利用两个高斯分布的KL散度计算公式,训练目标可简化为:

\[\begin{align*} \mathbb{E}_{q(x_t)}\left[D_{KL}(q(x_{t-1}|x_t,x_0)||p_{\theta}(x_{t-1}|x_t))\right]&=\mathbb{E}_{q(x_t)}\left[||\tilde{\mu}_t(x_t,x_0)-\mu_{\theta}(x_t,t)||^2\right] \\ &=\mathbb{E}_{x_0,\epsilon\sim\mathcal{N}(0,1)}\left[||\tilde{\mu}_t(x_t(x_0,\epsilon),x_0)-\mu_{\theta}(x_t(x_0,\epsilon),t)||^2\right] \end{align*} \]

由贝叶斯定理:

\[\begin{align*} q(x_{t-1}|x_t,x_0) &= \frac{q(x_t|x_{t-1},x_0)q(x_{t-1}|x_0)}{q(x_t|x_0)} \\ &= \mathcal{N}(x_{t-1},\tilde{\mu}_t(x_t,x_0),\tilde{\beta}_t\mathbf{I}) \end{align*} \]

由于扩散模型的前向过程是一个马尔科夫链,则 \(q(x_t|x_{t-1},x_0)=q(x_t|x_{t-1})\) 。代入三项正态分布表达式得到:

\[\tilde{\mu}_t(x_t,x_0)=\frac{\sqrt{\alpha_t}(1-\overline{\alpha}_{t-1})}{1-\overline{\alpha}_t}x_t+\frac{\sqrt{\overline{\alpha}_{t-1}}\beta_t}{1-\overline{\alpha}_t}x_0 \]

\(x_0=\frac{1}{\sqrt{\overline{\alpha}_t}}x_t-\frac{\sqrt{1-\overline{\alpha}_t}}{\sqrt{\overline{\alpha}_t}}\overline{\epsilon}_t\)代入上式化简可得:

\[\tilde{\mu}_t(x_t,x_0)=\frac{1}{\sqrt{\alpha_t}}(x_t-\frac{\beta_t}{\sqrt{1-\overline{\alpha}_t}}\overline{\epsilon}_t) \]

结合上述简化得到的训练目标,我们将 \(\mu_{\theta}(x_t,t)\) 重参数化为:

\[\begin{align*} \mu_{\theta}(x_t,t) &= \frac{1}{\sqrt{\alpha_t}}(x_t-\frac{\beta_t}{\sqrt{1-\overline{\alpha}_t}}\epsilon_{\theta}(x_t,t)) \\ &= \frac{1}{\sqrt{\alpha_t}}(x_t-\frac{\beta_t}{\sqrt{1-\overline{\alpha}_t}}\epsilon_{\theta}(\sqrt{\overline{\alpha}_t}x_0+\sqrt{1-\overline{\alpha}_t}\overline{\epsilon_t},t)) \end{align*} \]

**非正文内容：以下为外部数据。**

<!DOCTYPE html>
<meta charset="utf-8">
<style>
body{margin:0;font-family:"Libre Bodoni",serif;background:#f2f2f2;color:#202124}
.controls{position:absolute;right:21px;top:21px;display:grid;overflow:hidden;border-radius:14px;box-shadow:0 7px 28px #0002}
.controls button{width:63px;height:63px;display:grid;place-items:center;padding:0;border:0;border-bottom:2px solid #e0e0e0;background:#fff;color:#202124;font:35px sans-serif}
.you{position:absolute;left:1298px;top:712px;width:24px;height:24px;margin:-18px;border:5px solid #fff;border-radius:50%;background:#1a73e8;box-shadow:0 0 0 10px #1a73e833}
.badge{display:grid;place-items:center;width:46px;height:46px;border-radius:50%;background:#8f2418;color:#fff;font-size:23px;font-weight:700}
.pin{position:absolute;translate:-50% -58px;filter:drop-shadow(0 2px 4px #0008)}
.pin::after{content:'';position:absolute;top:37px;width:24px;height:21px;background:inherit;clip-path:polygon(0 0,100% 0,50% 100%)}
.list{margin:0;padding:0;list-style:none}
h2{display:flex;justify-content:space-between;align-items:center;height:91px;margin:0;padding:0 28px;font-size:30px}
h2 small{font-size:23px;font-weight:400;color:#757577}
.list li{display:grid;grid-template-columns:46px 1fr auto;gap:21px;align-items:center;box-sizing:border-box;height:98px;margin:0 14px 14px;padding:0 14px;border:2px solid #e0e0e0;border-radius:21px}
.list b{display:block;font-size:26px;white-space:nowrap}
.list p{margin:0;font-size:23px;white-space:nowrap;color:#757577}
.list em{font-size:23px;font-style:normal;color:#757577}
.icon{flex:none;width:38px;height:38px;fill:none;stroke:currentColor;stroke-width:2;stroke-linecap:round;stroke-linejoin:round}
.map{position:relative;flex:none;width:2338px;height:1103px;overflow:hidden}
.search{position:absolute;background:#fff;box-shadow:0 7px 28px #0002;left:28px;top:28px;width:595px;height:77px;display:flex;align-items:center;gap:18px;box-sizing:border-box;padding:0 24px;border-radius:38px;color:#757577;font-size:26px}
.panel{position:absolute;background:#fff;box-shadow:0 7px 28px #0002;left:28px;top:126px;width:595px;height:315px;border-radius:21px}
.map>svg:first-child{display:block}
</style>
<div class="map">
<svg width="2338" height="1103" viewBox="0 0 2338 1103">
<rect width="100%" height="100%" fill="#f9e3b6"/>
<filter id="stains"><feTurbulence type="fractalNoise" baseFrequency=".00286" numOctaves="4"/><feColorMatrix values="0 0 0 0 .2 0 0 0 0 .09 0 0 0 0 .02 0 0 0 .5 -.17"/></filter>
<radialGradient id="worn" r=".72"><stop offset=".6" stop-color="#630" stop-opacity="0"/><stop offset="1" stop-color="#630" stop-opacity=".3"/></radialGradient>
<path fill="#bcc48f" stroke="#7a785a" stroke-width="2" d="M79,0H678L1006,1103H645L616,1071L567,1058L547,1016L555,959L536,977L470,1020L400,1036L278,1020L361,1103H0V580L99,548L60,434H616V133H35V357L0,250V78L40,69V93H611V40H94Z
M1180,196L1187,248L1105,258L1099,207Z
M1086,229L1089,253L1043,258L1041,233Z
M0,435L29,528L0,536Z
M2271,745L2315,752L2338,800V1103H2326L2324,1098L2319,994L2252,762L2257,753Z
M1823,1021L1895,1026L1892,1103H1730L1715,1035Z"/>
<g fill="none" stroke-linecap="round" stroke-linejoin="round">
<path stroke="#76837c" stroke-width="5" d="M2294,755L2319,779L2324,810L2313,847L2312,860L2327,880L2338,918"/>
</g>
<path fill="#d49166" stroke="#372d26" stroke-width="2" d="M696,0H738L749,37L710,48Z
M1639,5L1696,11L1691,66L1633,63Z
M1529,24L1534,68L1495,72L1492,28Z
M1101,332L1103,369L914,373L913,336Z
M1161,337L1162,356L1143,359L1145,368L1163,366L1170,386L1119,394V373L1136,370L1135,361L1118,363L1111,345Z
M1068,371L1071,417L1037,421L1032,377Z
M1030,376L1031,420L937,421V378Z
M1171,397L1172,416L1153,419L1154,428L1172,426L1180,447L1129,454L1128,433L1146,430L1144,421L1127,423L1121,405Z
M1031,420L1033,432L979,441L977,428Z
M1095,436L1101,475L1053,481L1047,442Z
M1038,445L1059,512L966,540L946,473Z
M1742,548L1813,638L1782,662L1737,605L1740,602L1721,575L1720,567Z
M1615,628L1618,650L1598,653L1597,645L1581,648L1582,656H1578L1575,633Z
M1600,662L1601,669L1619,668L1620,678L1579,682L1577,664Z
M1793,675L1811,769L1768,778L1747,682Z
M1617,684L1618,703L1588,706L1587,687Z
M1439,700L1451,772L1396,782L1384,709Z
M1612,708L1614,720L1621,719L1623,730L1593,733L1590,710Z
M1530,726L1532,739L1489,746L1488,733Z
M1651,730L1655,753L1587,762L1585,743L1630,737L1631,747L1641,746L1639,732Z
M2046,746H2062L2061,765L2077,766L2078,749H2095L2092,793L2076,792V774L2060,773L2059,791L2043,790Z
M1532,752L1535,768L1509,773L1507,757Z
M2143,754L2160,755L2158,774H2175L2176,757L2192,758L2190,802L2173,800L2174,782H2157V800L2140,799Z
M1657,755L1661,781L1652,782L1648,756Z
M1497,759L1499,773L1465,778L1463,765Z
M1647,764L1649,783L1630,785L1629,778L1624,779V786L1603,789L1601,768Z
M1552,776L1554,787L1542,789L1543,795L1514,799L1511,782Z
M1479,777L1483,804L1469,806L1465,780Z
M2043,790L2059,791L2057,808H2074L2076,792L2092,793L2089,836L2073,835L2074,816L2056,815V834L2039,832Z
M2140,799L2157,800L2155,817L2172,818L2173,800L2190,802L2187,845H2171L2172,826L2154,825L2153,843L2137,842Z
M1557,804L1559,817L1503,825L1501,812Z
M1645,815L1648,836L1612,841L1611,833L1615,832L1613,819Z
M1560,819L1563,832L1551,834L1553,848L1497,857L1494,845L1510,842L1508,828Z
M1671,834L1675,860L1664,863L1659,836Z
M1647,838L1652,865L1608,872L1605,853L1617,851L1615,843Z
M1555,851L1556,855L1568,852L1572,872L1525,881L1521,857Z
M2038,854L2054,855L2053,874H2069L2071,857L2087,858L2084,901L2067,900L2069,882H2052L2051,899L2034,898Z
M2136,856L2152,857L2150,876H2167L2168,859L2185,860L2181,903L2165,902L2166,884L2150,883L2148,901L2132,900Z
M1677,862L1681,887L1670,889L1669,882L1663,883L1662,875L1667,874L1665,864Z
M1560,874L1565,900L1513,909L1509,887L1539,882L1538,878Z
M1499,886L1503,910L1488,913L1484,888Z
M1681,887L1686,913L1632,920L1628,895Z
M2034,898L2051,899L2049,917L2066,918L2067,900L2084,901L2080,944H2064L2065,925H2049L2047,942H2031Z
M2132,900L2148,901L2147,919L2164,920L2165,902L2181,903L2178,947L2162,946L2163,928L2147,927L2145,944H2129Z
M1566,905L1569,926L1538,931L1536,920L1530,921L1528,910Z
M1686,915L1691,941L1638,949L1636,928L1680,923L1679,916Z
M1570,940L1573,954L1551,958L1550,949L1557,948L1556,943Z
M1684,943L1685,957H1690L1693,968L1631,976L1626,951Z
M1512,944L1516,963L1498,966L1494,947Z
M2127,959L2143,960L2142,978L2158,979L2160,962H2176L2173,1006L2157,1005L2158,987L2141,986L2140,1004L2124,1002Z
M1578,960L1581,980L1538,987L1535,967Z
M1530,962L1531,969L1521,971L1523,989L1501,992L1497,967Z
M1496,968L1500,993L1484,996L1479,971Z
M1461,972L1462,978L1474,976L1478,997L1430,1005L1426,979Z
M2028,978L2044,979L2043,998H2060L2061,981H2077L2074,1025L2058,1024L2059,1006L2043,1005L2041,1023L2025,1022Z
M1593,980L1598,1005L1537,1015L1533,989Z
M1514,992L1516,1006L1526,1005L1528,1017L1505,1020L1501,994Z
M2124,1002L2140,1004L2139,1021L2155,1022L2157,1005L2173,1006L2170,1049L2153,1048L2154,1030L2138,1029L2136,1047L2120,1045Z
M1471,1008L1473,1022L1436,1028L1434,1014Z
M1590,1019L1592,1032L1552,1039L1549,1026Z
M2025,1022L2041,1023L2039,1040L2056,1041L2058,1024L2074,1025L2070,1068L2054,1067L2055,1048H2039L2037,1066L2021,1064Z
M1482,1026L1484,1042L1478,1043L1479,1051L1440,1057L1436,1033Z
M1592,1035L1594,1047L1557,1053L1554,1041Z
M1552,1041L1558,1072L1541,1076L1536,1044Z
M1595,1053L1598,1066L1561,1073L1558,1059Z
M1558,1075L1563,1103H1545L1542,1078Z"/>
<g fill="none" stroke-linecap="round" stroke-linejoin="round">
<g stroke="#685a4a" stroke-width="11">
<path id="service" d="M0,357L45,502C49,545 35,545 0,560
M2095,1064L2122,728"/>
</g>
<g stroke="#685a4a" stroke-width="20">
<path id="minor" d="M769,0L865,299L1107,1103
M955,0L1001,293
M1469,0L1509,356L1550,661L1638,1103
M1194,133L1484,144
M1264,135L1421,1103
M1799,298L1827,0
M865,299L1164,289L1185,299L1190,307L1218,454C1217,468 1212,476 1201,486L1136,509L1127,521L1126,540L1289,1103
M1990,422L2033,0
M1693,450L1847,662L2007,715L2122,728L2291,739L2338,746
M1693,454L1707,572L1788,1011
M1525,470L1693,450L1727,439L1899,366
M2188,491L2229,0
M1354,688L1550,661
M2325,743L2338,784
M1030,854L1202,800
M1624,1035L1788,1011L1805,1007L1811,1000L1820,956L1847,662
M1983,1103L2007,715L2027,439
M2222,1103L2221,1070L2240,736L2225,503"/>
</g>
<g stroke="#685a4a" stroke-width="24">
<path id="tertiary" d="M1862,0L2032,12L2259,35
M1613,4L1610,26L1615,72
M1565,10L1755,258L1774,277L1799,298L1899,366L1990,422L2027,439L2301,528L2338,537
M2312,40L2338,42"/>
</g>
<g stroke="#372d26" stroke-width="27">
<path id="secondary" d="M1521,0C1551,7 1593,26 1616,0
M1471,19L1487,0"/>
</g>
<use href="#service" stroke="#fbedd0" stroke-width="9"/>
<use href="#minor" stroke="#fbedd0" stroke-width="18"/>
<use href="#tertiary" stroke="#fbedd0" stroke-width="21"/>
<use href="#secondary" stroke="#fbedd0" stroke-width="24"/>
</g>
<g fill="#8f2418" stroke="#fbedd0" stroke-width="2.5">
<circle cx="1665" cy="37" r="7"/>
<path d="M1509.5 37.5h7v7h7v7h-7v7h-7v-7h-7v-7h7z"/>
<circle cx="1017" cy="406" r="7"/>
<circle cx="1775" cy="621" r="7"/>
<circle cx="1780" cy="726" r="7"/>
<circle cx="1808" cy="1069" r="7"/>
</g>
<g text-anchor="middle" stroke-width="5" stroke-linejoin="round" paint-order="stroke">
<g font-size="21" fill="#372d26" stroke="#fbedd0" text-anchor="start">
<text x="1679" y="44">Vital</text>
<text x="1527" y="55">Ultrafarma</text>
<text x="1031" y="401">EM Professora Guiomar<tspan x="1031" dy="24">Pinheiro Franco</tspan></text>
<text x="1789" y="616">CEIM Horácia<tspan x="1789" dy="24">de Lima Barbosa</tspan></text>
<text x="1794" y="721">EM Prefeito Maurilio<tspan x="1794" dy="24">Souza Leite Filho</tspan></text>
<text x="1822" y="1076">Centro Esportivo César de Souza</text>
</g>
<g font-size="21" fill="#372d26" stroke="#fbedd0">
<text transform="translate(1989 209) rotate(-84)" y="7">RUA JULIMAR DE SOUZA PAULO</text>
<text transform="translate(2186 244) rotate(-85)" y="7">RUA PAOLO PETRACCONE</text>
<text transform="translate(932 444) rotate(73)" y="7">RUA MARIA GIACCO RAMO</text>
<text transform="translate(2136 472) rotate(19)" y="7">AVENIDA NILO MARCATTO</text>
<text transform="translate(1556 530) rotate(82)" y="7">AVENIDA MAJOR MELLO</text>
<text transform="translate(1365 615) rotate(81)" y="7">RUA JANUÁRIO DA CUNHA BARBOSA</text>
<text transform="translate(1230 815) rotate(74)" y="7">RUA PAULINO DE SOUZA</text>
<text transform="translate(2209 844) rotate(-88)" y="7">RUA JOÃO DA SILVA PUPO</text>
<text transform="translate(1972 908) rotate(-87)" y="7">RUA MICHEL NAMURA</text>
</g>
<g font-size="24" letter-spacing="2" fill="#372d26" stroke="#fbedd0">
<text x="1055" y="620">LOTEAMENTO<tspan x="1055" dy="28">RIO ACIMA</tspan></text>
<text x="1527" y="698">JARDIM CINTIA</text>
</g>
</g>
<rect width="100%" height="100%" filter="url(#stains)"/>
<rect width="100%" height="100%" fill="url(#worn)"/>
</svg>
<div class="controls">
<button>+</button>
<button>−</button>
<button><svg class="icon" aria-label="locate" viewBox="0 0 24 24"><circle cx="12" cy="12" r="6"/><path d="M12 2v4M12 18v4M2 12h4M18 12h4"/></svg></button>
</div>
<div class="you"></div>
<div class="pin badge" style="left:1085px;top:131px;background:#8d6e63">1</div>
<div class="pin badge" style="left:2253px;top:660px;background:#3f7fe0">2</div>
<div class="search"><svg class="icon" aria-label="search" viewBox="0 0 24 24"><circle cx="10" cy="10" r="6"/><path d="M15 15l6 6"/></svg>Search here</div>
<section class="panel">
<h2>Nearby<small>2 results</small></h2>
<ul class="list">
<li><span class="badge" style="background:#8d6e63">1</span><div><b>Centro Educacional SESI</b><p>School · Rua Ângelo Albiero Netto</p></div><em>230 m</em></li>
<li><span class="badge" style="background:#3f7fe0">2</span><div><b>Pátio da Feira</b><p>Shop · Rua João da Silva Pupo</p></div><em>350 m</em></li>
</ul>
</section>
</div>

即,使用神经网络建模预测加噪数据 \(x_t\) 中相比原始数据 \(x_0\) 添加的噪声 \(\overline{\epsilon}_t\) 。化简并去掉权重系数,我们得到最终的损失函数:

\[L=\mathbb{E}_{x_0,\epsilon\sim\mathcal{N}(0,1)}\left[||\epsilon-\epsilon_{\theta}(\sqrt{\overline{\alpha}_t}x_0+\sqrt{1-\overline{\alpha}_t}\epsilon,t)||^2\right] \]

网络训练完毕后,反向过程采样的分布为:

\[x_{t-1}=\frac{1}{\sqrt{\alpha_t}}(x_t-\frac{\beta_t}{\sqrt{1-\overline{\alpha}_t}}\epsilon_{\theta}(x_t,t))+\sigma_tz,z\sim\mathcal{N}(0,1) \]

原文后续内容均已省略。